◆ What the task requires ◆
Every line of the listing that holds the word "picture" should be returned.

◆ Available records ◆
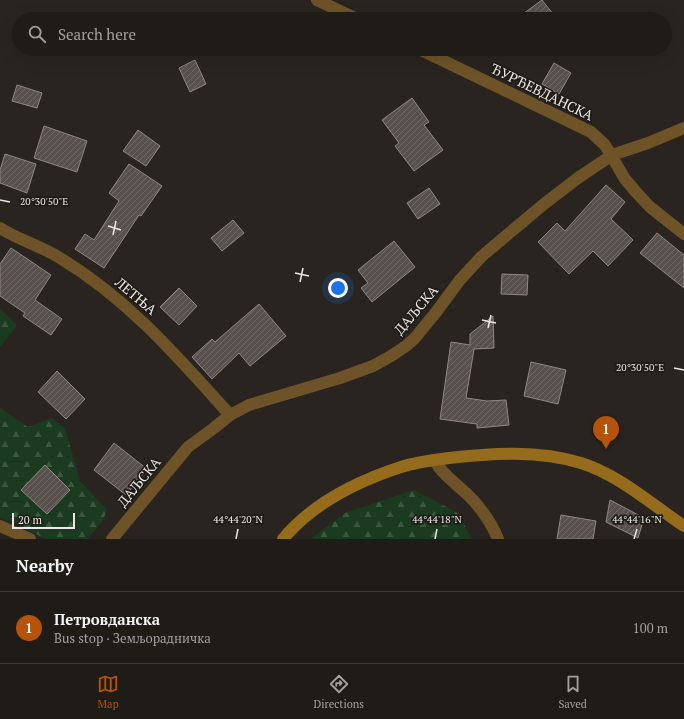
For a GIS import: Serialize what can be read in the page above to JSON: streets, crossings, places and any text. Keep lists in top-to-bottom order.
{
  "streets": {
    "street": ["ЂУРЂЕВДАНСКА", "ЛЕТЊА", "ДАЉСКА"]
  },
  "crossings": [
    ["ЂУРЂЕВДАНСКА", "ДАЉСКА"],
    ["ЛЕТЊА", "ДАЉСКА"]
  ],
  "scale_bar": "20 m",
  "page": {
    "search": "Search here",
    "pins": "1",
    "scale": "20 m",
    "heading": "Nearby",
    "list": [
      {
        "mark": "1",
        "name": "Петровданска",
        "note": "Bus stop · Земљорадничка",
        "value": "100 m"
      }
    ],
    "nav": ["Map", "Directions", "Saved"]
  },
  "coordinates": [
    "20°30'50\"E",
    "44°44'20\"N",
    "44°44'18\"N",
    "44°44'16\"N"
  ]
}
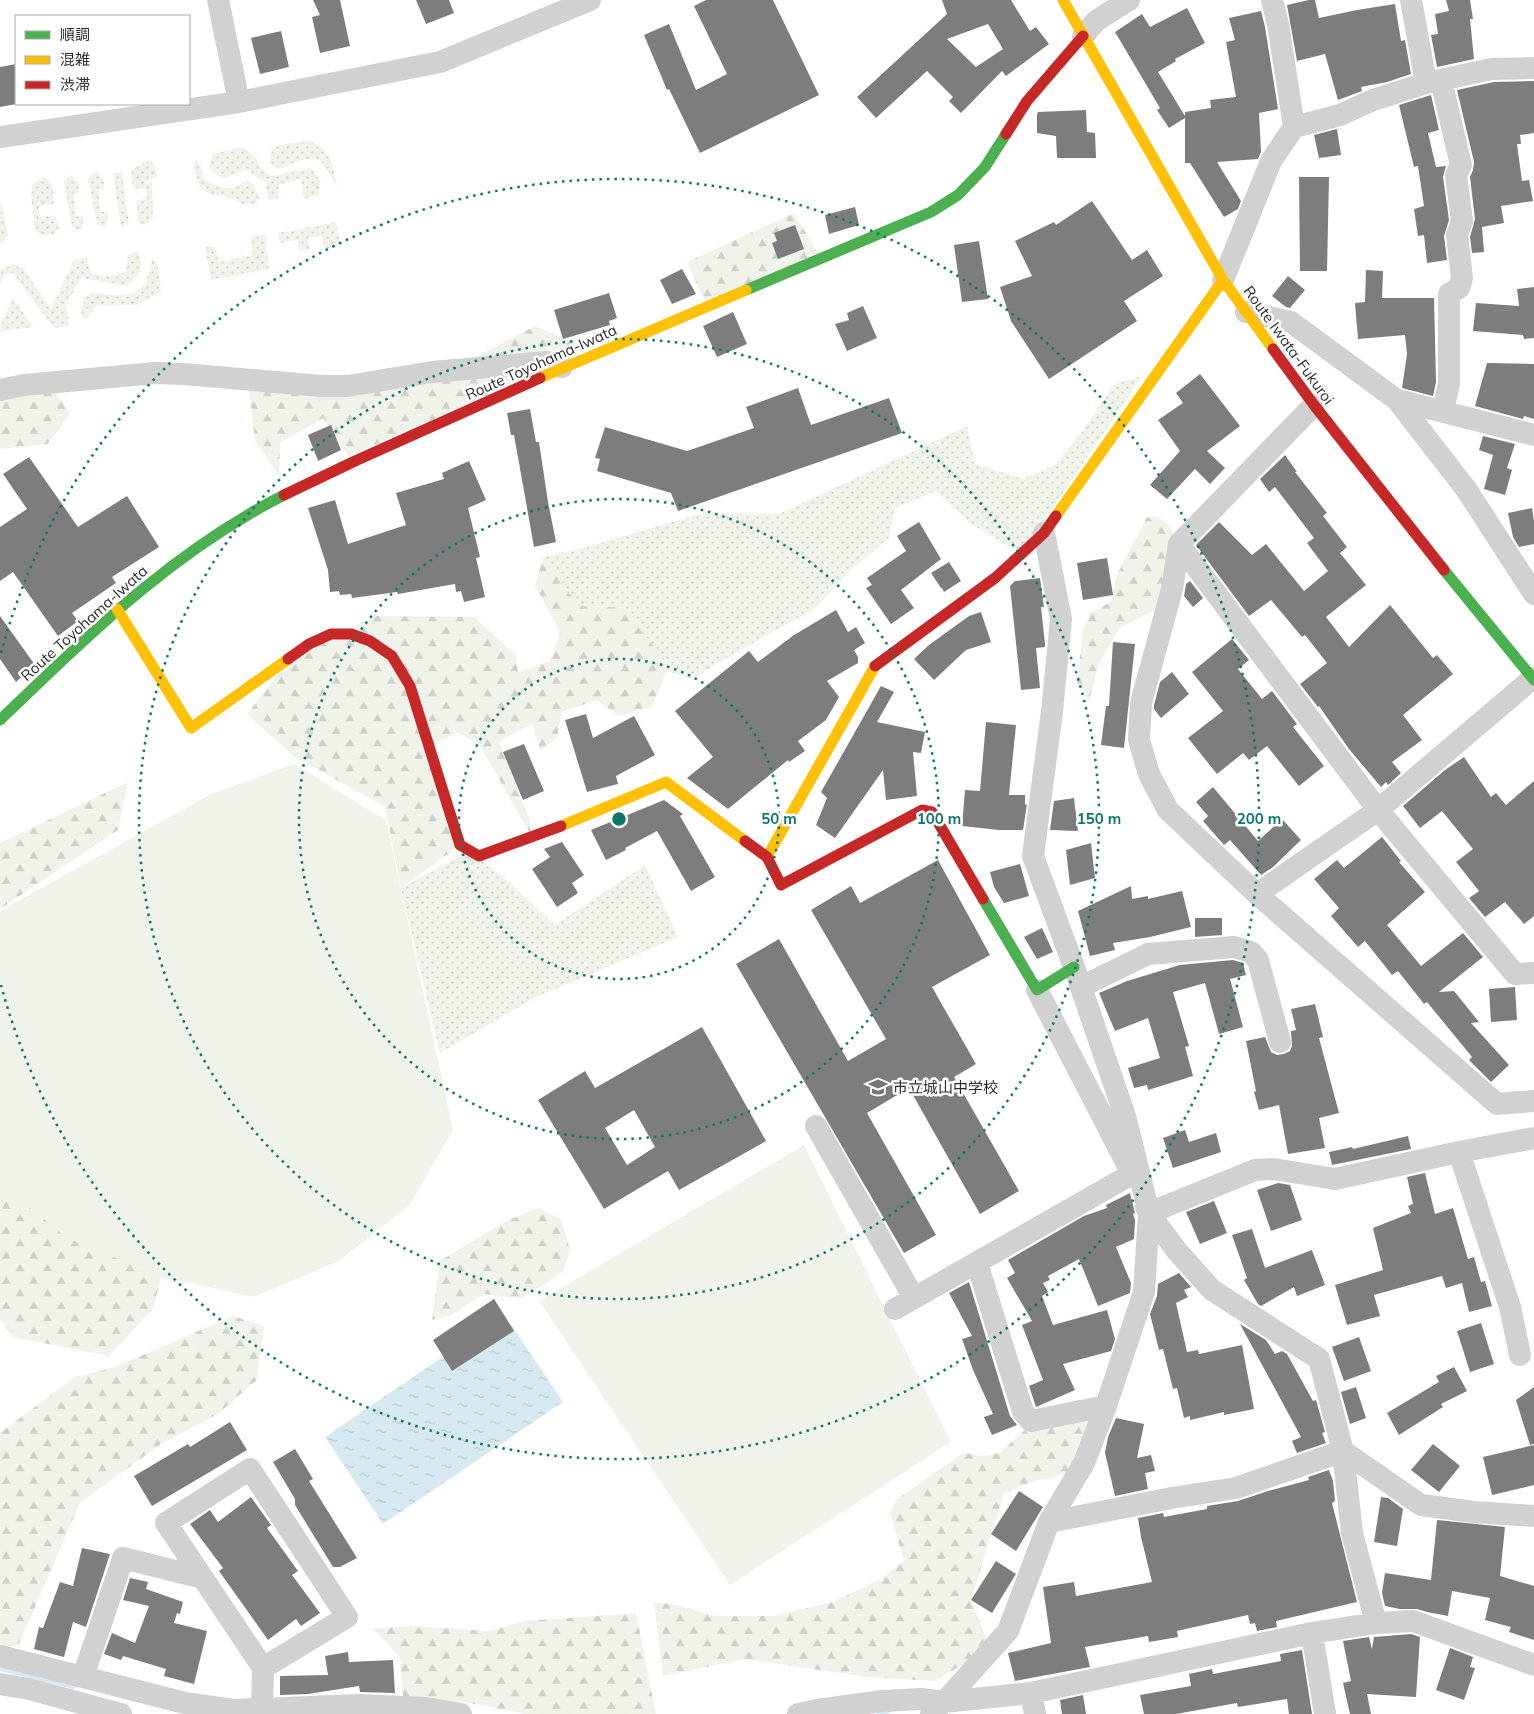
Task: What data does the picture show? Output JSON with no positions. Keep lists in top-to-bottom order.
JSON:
{
  "streets": {
    "main road": ["Route Iwata-Fukuroi", "Route Toyohama-Iwata"]
  },
  "crossings": [
    ["Route Iwata-Fukuroi", "Route Toyohama-Iwata"]
  ],
  "places": {
    "school or university": ["市立城山中学校"]
  },
  "legend": ["順調", "混雑", "渋滞"],
  "rings": [
    "50 m",
    "100 m",
    "150 m",
    "200 m"
  ]
}
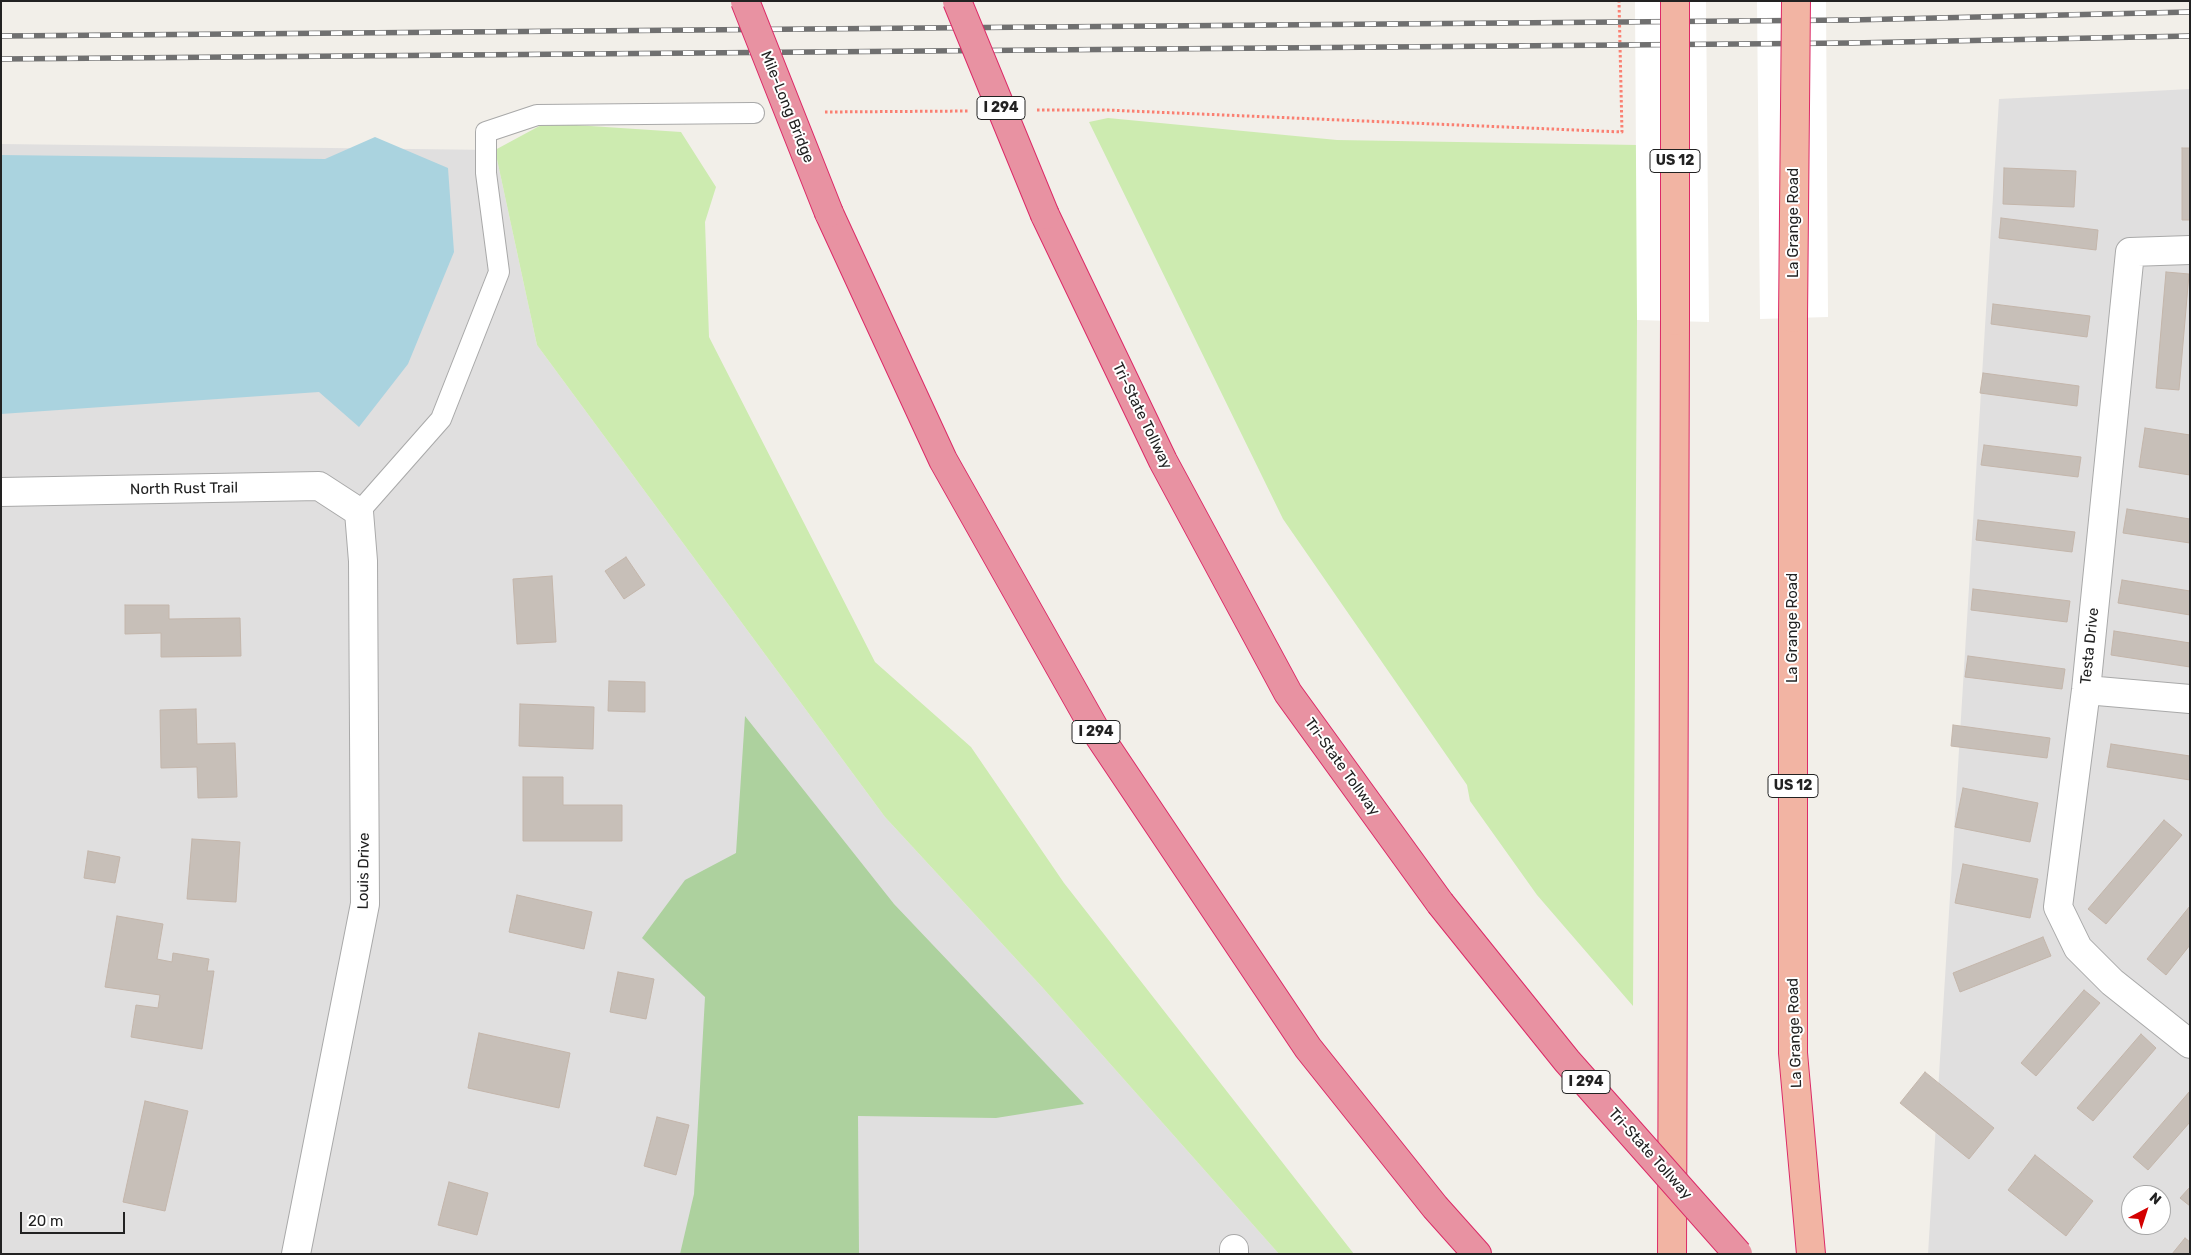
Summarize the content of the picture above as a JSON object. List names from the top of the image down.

◆ The completed task ◆
Task: What data does the picture show? Output JSON with no positions. Keep lists in top-to-bottom order.
Summarize the content of the picture above as a JSON object. List names from the top of the image down.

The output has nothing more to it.